DIRECTIONS FOR THIS TASK:
Read the data, and whenever a line holds the word "rows", report that line.

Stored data
Start of Block
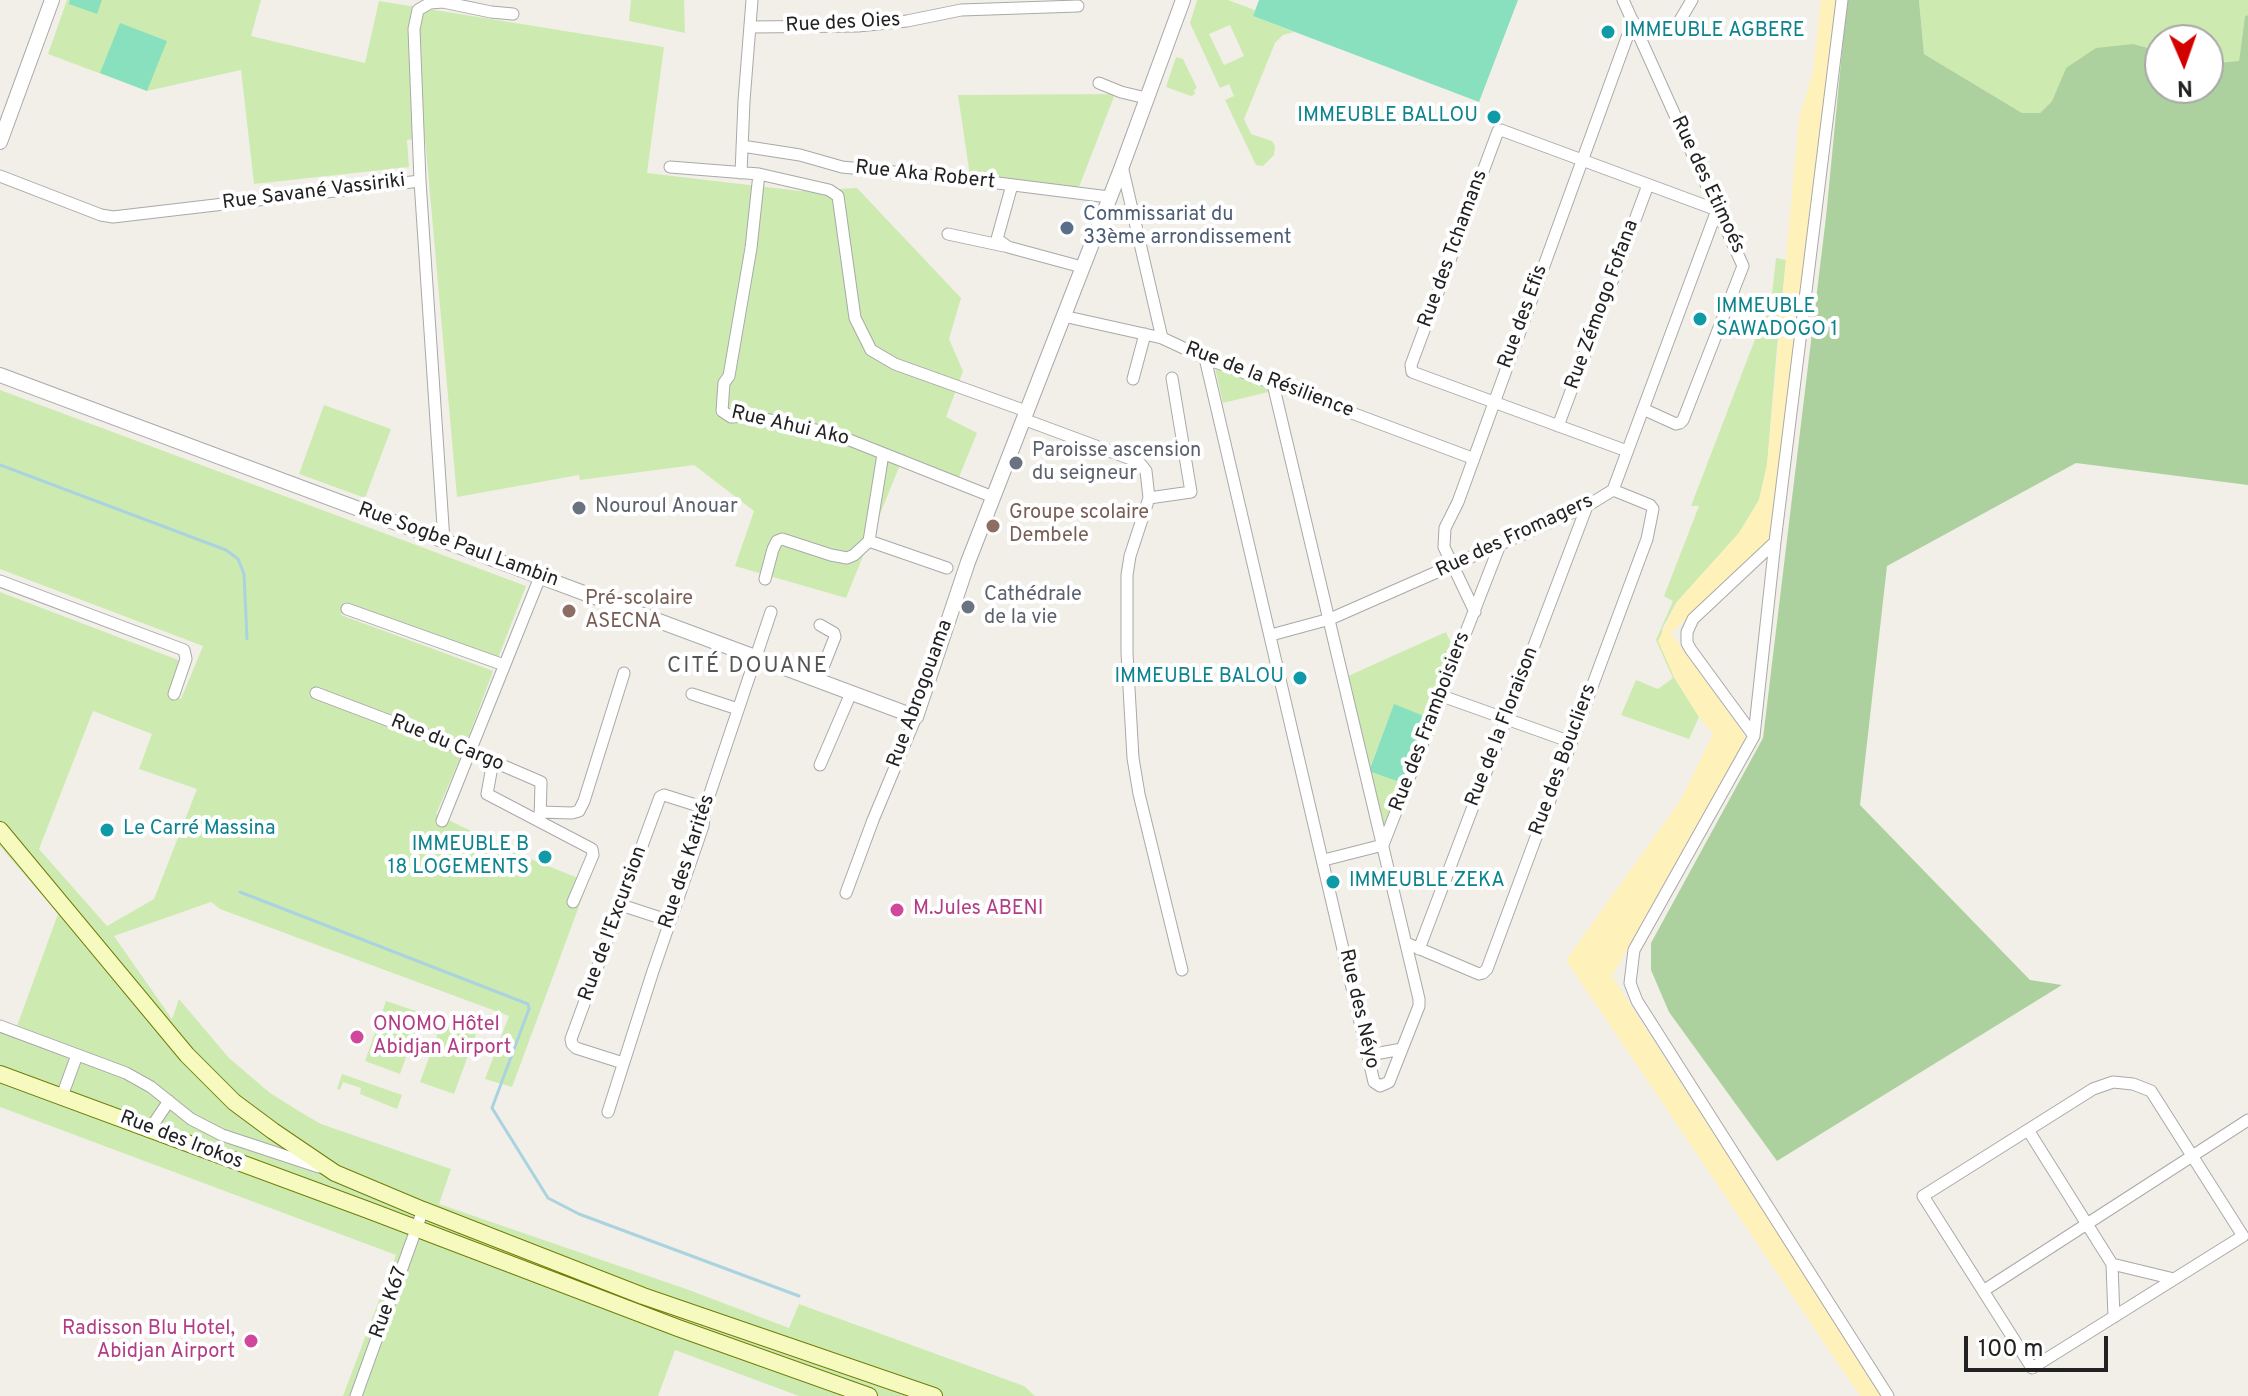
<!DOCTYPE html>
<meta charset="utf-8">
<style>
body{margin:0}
#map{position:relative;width:2248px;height:1396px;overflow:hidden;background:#f2efe9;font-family:Overpass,sans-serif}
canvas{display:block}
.north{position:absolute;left:2144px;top:24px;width:80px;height:80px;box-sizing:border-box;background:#fff;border:2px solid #a7a7a7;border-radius:50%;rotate:178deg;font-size:22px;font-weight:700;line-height:32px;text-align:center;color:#222}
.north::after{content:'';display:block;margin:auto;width:28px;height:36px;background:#d40000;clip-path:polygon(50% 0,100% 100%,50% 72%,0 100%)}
.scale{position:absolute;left:1964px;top:1336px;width:144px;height:36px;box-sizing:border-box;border:4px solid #222;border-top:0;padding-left:10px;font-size:24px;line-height:28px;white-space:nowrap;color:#222;-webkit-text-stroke:6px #fff;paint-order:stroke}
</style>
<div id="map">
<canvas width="2248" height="1396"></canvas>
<div class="north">N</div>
<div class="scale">100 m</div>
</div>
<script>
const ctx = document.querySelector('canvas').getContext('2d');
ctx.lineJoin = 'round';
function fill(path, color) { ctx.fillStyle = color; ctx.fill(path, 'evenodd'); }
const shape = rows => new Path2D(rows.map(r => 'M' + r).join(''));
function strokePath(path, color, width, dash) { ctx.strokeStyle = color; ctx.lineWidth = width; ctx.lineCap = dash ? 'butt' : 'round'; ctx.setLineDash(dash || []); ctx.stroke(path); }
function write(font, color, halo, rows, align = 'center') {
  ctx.font = font + ' Overpass,sans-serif'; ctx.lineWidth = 8; ctx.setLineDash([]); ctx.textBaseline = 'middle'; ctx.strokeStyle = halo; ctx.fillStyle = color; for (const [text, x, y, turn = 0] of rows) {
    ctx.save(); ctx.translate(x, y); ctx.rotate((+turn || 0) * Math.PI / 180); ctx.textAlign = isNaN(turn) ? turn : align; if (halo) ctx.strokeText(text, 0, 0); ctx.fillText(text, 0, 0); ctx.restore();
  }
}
fill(shape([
 [67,0,261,0,251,36,365,63,379,1,664,47,647,173,800,191,857,188,961,298,949,339,963,371,946,417,977,433,959,477,902,460,846,598,735,566,754,511,694,465,580,480,579,475,457,497,425,138,407,140,409,167,254,184,241,70,147,91,48,54],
 [631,0,684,0,685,33,629,21],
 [1197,0,1228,0,1255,10,1253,16,1294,32,1283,35,1275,43,1244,119,1251,134,1272,141,1275,146,1274,155,1263,166,1256,165,1225,100,1234,96,1229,84,1220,88,1190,23],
 [1230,25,1244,56,1224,65,1209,34],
 [1919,0,2248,0,2248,15,2245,16,2239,62,2208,64,2208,40,2160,40,2160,51,2133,44,2066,68,2052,101,2040,113,2022,113,1924,54],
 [1176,57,1183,59,1197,88,1194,90,1195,94,1191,96,1166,87],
 [1115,94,1079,187,970,176,958,95],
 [1776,258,1786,260,1777,347,1767,465,1759,500,1739,533,1676,603,1662,629,1674,677,1699,717,1689,739,1621,715,1636,680,1658,689,1673,678,1656,640,1673,601,1664,596,1699,506,1691,506,1772,295],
 [1215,368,1266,386,1268,392,1223,403],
 [0,390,526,586,498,658,345,602,341,615,493,671,466,744,313,687,309,696,462,754,436,814,523,856,588,882,512,1087,485,1079,509,1016,220,909,211,902,114,936,172,1019,179,999,229,1058,270,1093,307,1116,321,1124,451,1169,439,1204,689,1290,789,1328,799,1304,1024,1386,1035,1396,799,1396,675,1350,658,1396,343,1396,396,1255,0,1107,0,1020,17,1026,58,914,0,846,0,592,181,661,168,694,181,699,203,646,0,569],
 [93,711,152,734,139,769,197,789,154,899,107,926,39,849],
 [324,405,391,429,365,498,299,474],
 [1446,632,1454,650,1429,718,1394,705,1369,770,1405,784,1384,835,1369,771,1348,676],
 [386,1001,422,1013,400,1074,365,1061],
 [442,1022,476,1034,454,1094,420,1082],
 [342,1074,402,1095,397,1109,360,1094,361,1088,343,1082,340,1090,337,1089]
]), '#cdebb0');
fill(shape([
 [1847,0,1919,0,1924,54,2022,113,2040,113,2052,101,2066,68,2096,48,2133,44,2160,51,2160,88,2208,88,2208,64,2239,61,2245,16,2248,15,2248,485,2076,463,1887,566,1860,805,2030,980,2062,985,1777,1161,1669,1012,1651,970,1651,943,1763,738,1826,217]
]), '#add19e');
fill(shape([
 [1821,0,1836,0,1771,539,1671,633,1746,737,1612,976,1882,1396,1860,1396,1566,960,1680,801,1713,734,1699,717,1674,677,1658,641,1676,603,1739,533,1759,500,1767,465,1799,118,1813,72]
]), '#fff1ba');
fill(shape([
 [70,0,102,0,97,14,69,4],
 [1259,0,1518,0,1479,102,1253,16],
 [120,23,167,41,147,91,100,73],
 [1394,704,1429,718,1405,784,1369,771]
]), '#88e0be');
strokePath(shape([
 [0,465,226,550,238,559,244,574,247,639],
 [240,892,528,1004,529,1009,492,1108,548,1198,579,1214,799,1296]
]), '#aad3df', 3);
const minor = shape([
 [1623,0,1743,266,1683,420,1680,423,1676,424,1643,409],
 [1842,0,1775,542,1754,736,1634,950,1630,983,1637,1001,1888,1396],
 [750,27,858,26,907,21,961,10,1078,6],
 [1676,27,1692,0],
 [1099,83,1121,92,1146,98],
 [742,146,800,155,842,167,966,179,1109,197],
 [1122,166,1162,338],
 [670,167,759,174,829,190,838,196,855,318,871,350,895,364,1026,411],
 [741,173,744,101,752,0],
 [759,174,751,248,729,376,724,383,722,411,731,417,745,416,782,422,837,435,993,497],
 [0,176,101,215,113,217,420,181,444,541],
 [420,181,414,29,418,10,430,3,443,2,491,12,513,14],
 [1012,185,997,239,1008,247,1082,267],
 [948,234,1004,246],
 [1063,316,1162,338,1205,358,1472,458],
 [1205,358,1374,1082,1380,1086,1389,1082,1419,1006,1419,999,1273,384],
 [1133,379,1145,334],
 [1023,419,1139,462,1146,471,1149,498,1130,556,1127,575,1127,653,1133,758,1139,794,1182,970],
 [1558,426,1648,185],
 [883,454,869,541,947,568],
 [1149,498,1191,492,1172,378],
 [765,579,773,549,777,541,782,539,831,555,847,558,854,555,869,541],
 [0,581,184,650,186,659,174,694],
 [347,609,504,665],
 [1475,612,1444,547,1445,528,1458,502,1633,21],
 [1271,635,1330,619,1587,506,1613,490,1717,210,1501,130,1498,131,1411,365,1412,372,1627,451],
 [818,680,835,637,834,633,820,625],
 [316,693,469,751,541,782,540,821],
 [692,694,738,709],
 [1442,696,1571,742],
 [1754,736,1691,650,1687,643,1687,632,1693,619,1775,542],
 [493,761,487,794,592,849,593,855,573,902],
 [820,765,851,693],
 [540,812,572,813,579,811,584,801,624,673],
 [442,821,540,577],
 [1324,860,1383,845,1501,542],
 [846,893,873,820,916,717],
 [621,905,670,921],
 [1406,943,1479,974,1483,973,1487,969,1647,539,1653,509,1650,505,1613,490],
 [1419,949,1587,506],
 [0,1026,126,1073,151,1087,191,1119,222,1135,319,1167],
 [1369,1055,1402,1049],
 [623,1063,576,1048,572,1044,571,1039,660,797,664,795,705,808],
 [2113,1082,2133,1084,2151,1091,2243,1236,2032,1368,1923,1196,2093,1089,2113,1082],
 [62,1096,77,1055],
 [608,1112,653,971,703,826,705,808,771,612],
 [150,1129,169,1101],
 [2028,1130,2112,1264],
 [1983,1291,2248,1120],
 [2114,1317,2112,1264,2174,1279],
 [356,1396,423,1210]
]);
const tertiary = shape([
 [0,142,52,0],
 [0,375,916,717,968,562,1121,169,1183,0]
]);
const secondary = shape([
 [0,830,187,1055,234,1102,273,1131,335,1173,423,1210,643,1296,934,1396],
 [0,1074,368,1210,678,1328,869,1396]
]);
strokePath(minor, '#a9a9a9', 13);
strokePath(tertiary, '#a9a9a9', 16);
strokePath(secondary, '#707d05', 18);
strokePath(minor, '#fff', 11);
strokePath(tertiary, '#fff', 14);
strokePath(secondary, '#f7fabf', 16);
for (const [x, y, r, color] of [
 [1608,32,8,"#0f9aa8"],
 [1494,117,8,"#0f9aa8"],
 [1067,228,8,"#5c6f8a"],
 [1700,319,8,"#0f9aa8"],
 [1016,463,8,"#6b7280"],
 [579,508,8,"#6b7280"],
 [993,526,8,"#8d6e63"],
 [968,607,8,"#6b7280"],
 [569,611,8,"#8d6e63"],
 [1300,678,8,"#0f9aa8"],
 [107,830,8,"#0f9aa8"],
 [545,857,8,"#0f9aa8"],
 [1333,882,8,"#0f9aa8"],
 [897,910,8,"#d1479c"],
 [357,1037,8,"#d1479c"],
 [251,1341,8,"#d1479c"]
]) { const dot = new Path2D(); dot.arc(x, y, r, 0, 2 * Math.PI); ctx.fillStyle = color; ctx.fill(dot); strokePath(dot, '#fff', 3); }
write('20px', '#222', '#fff', [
 ["Rue des Oies",843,24,-3],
 ["Rue Aka Robert",925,176,6],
 ["Rue des Etimoés",1707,185,65],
 ["Rue Savané Vassiriki",314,193,-7],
 ["Rue des Tchamans",1454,249,-70],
 ["Rue Zémogo Fofana",1603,305,-70],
 ["Rue des Efis",1524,317,-70],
 ["Rue de la Résilience",1269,381,21],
 ["Rue Ahui Ako",790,427,13],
 ["Rue des Fromagers",1515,537,-25],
 ["Rue Sogbe Paul Lambin",458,546,20],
 ["Rue Abrogouama",921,694,-70],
 ["Rue des Framboisiers",1431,722,-69],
 ["Rue de la Floraison",1503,727,-69],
 ["Rue du Cargo",447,744,22],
 ["Rue des Boucliers",1564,760,-70],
 ["Rue des Karités",688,862,-72],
 ["Rue de l'Excursion",614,924,-70],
 ["Rue des Néyo",1358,1009,77],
 ["Rue des Irokos",181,1141,21],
 ["Rue K67",390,1303,-70]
]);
write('20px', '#0d838f', '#fff', [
 ["IMMEUBLE AGBERE",1624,32],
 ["IMMEUBLE BALLOU",1478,117,"right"],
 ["IMMEUBLE",1716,308],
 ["SAWADOGO 1",1716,331],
 ["IMMEUBLE BALOU",1284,678,"right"],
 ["Le Carré Massina",123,830],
 ["IMMEUBLE B",529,846,"right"],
 ["18 LOGEMENTS",529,869,"right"],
 ["IMMEUBLE ZEKA",1349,882]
], 'left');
write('20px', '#4e5e75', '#fff', [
 ["Commissariat du",1083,216],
 ["33ème arrondissement",1083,239]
], 'left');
write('20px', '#5b616d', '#fff', [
 ["Paroisse ascension",1032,452],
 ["du seigneur",1032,475],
 ["Nouroul Anouar",595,508],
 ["Cathédrale",984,596],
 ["de la vie",984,619]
], 'left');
write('20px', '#785e54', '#fff', [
 ["Groupe scolaire",1009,514],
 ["Dembele",1009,537],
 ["Pré-scolaire",585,600],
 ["ASECNA",585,623]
], 'left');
write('20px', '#b23c85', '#fff', [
 ["M.Jules ABENI",913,910],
 ["ONOMO Hôtel",373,1026],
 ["Abidjan Airport",373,1049],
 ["Radisson Blu Hotel,",235,1330,"right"],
 ["Abidjan Airport",235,1353,"right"]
], 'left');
ctx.letterSpacing = '2px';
write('22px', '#555', '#fff', [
 ["CITÉ DOUANE",748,668]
]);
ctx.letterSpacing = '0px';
</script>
End of Block
SOLUTION FOR THIS EXERCISE:
const shape = rows => new Path2D(rows.map(r => 'M' + r).join(''));
function write(font, color, halo, rows, align = 'center') {
  ctx.font = font + ' Overpass,sans-serif'; ctx.lineWidth = 8; ctx.setLineDash([]); ctx.textBaseline = 'middle'; ctx.strokeStyle = halo; ctx.fillStyle = color; for (const [text, x, y, turn = 0] of rows) {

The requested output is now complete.